1. Home
  2. Appending Data from Excel

Appending Data from Excel

The following topic explains how to append one or more worksheets that are contained in a single Excel workbook. To append worksheets that are spread across several files see Appending data from Multiple files.

Also see our video on appending data in Genstat

Sometimes data for separate categories or trials will have been entered on separate pages within a workbook. If the sheets are identically structured (same column names, same column types of factor/text, etc.) then these can be combined into a single spreadsheet. Even if columns have been named differently you can still combine worksheets by matching the column positions (column one in the second worksheet will be appended to column one in the first worksheet, and so on).

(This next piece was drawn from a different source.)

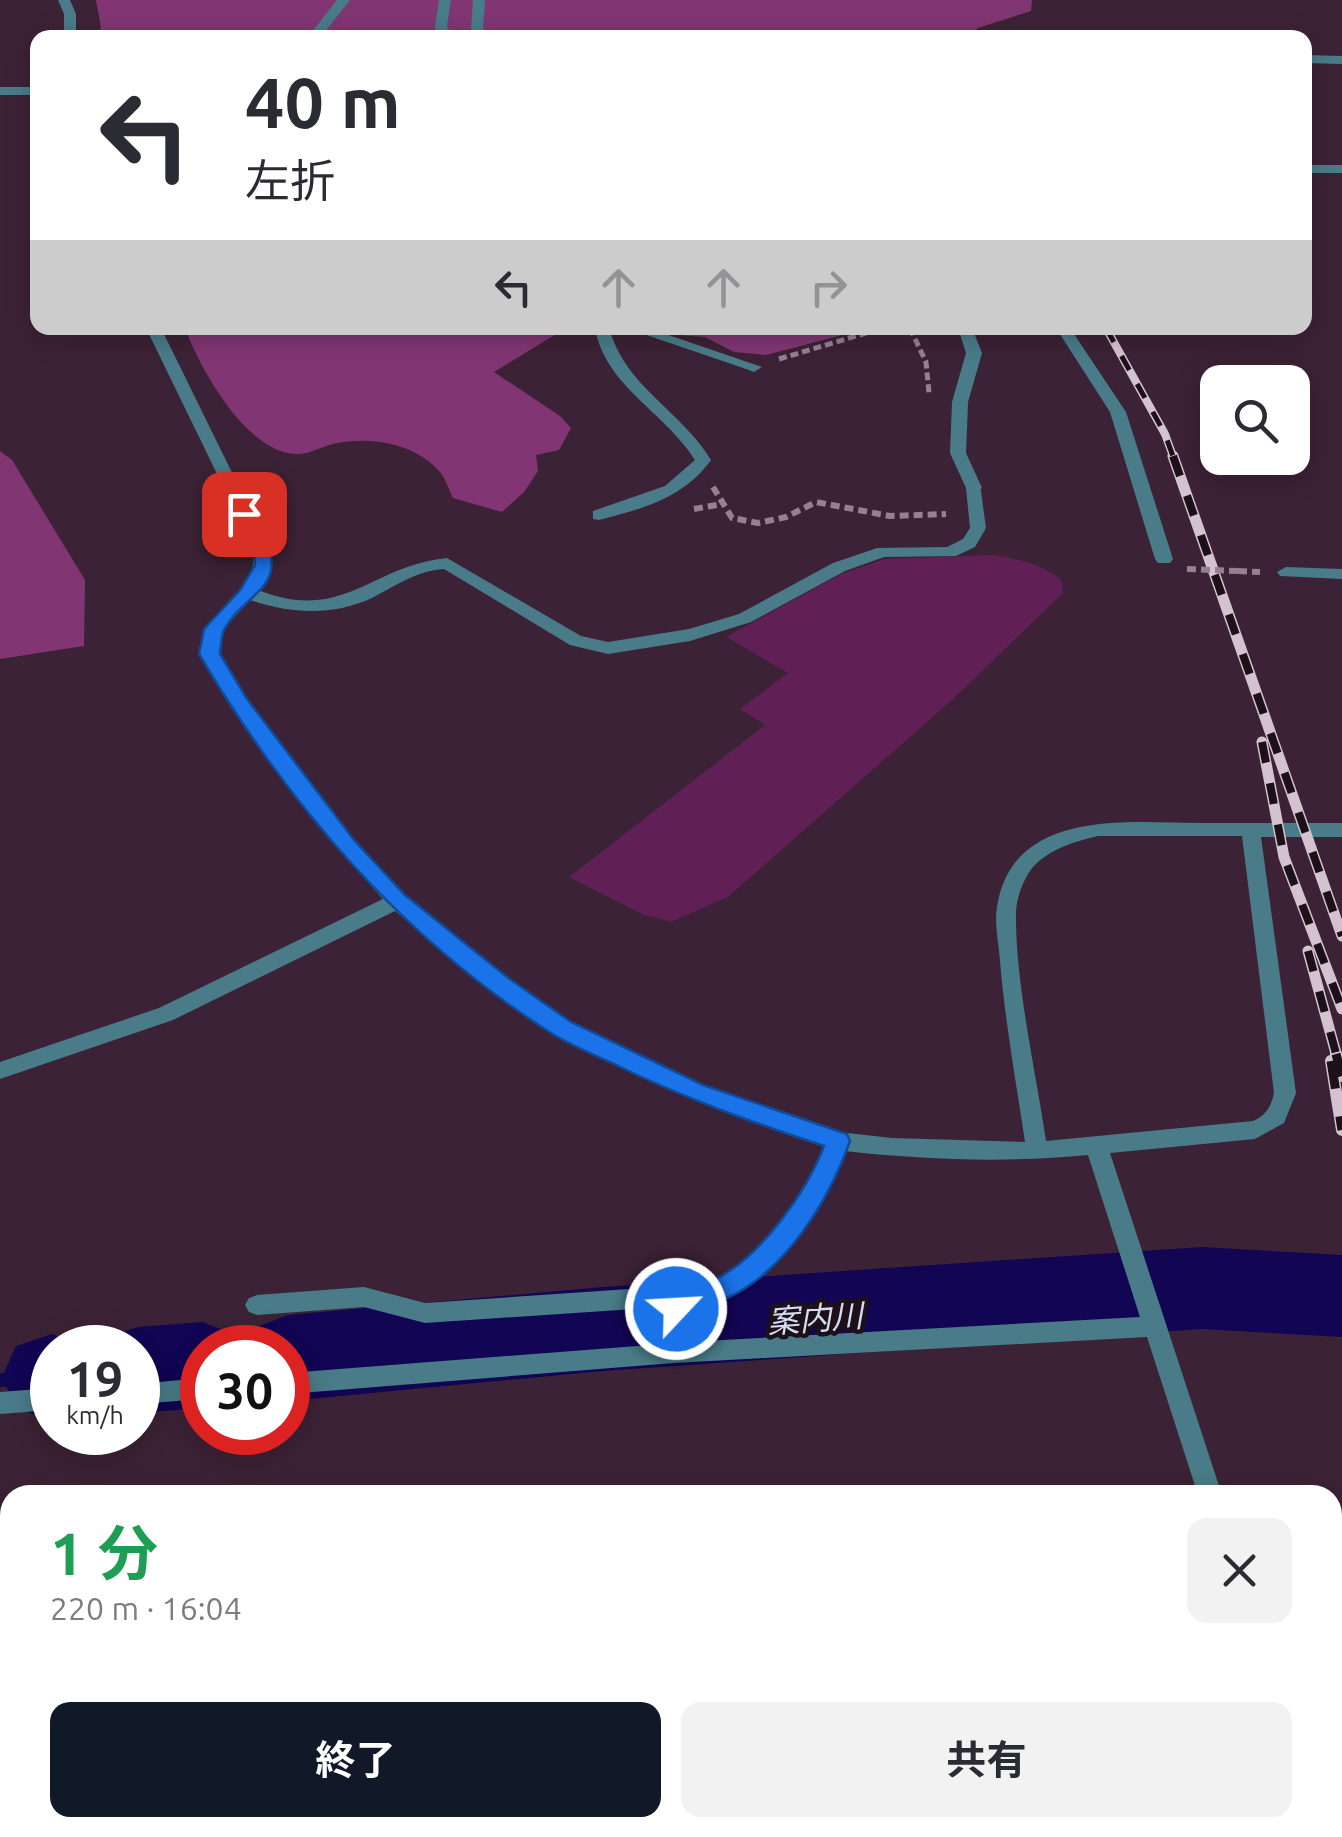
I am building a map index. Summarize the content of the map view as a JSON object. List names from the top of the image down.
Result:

In the image below, the Excel workbook on the left contains two sets of data on separate sheets: Dog Sales and Kitten Sales. Each of these sheets contains the same number of columns and rows, with each column having a duplicate counterpart on the other sheet. The Genstat spreadsheet on the right shows what happens after the two Excel worksheets are appended together. Dog Sales and Kitten Sales are appended one on top of the other, and a new factor column Worksheet identifies which worksheet each row originally came from.

    1. From the menu select Spread | New | Append Multiple Excel Worksheets.
    2. Select the required spreadsheet file and click Open.
    3. Select each worksheet you want to import.
    4. Select a Match columns by option.
      • Position – matches the worksheet columns by their position i.e. column one in the second worksheet will be appended to column one in the first worksheet, etc.
      • Name – matches and appends worksheet columns that have the same name, regardless of their position.
    5. Set other options as required (see Appending options below) or leave them at their defaults then click OK. (The default options are normally sufficient.)

The new spreadsheet opens to display your imported data. Genstat automatically creates a new factor column called WorkSheet that gives the name of the worksheet each row came from.

Appending options

Select columns for inclusion

After you click OK this opens a new dialog that lets you select which columns to include in your final spreadsheet.

  1. Move items from Available columns into Selected columns by double-clicking them. You can select multiple items by holding down Ctrl while clicking with the mouse, then click  to move them all across in one action.
    If you make a mistake click Clear and start again.
  2. When you have selected your columns click OK to generate the spreadsheet
Sort factor levels If your data contains factor columns this option will sort the numeric levels (or text labels) into ascending order.
Suggest columns to be factors Genstat will prompt you to convert columns to factors when the column contains x number of repeated values. You can set the number of repeated values in Tools | Spreadsheet Options then click the Conversions tab. Select Suggest converting columns with <=x unique items to factors and set the number as required.
Remove empty rows Remove any rows that contain no data.
Remove empty columns By default, any columns that do not contain data are removed from the Genstat spreadsheet. However, you can keep the empty columns by deselecting this option.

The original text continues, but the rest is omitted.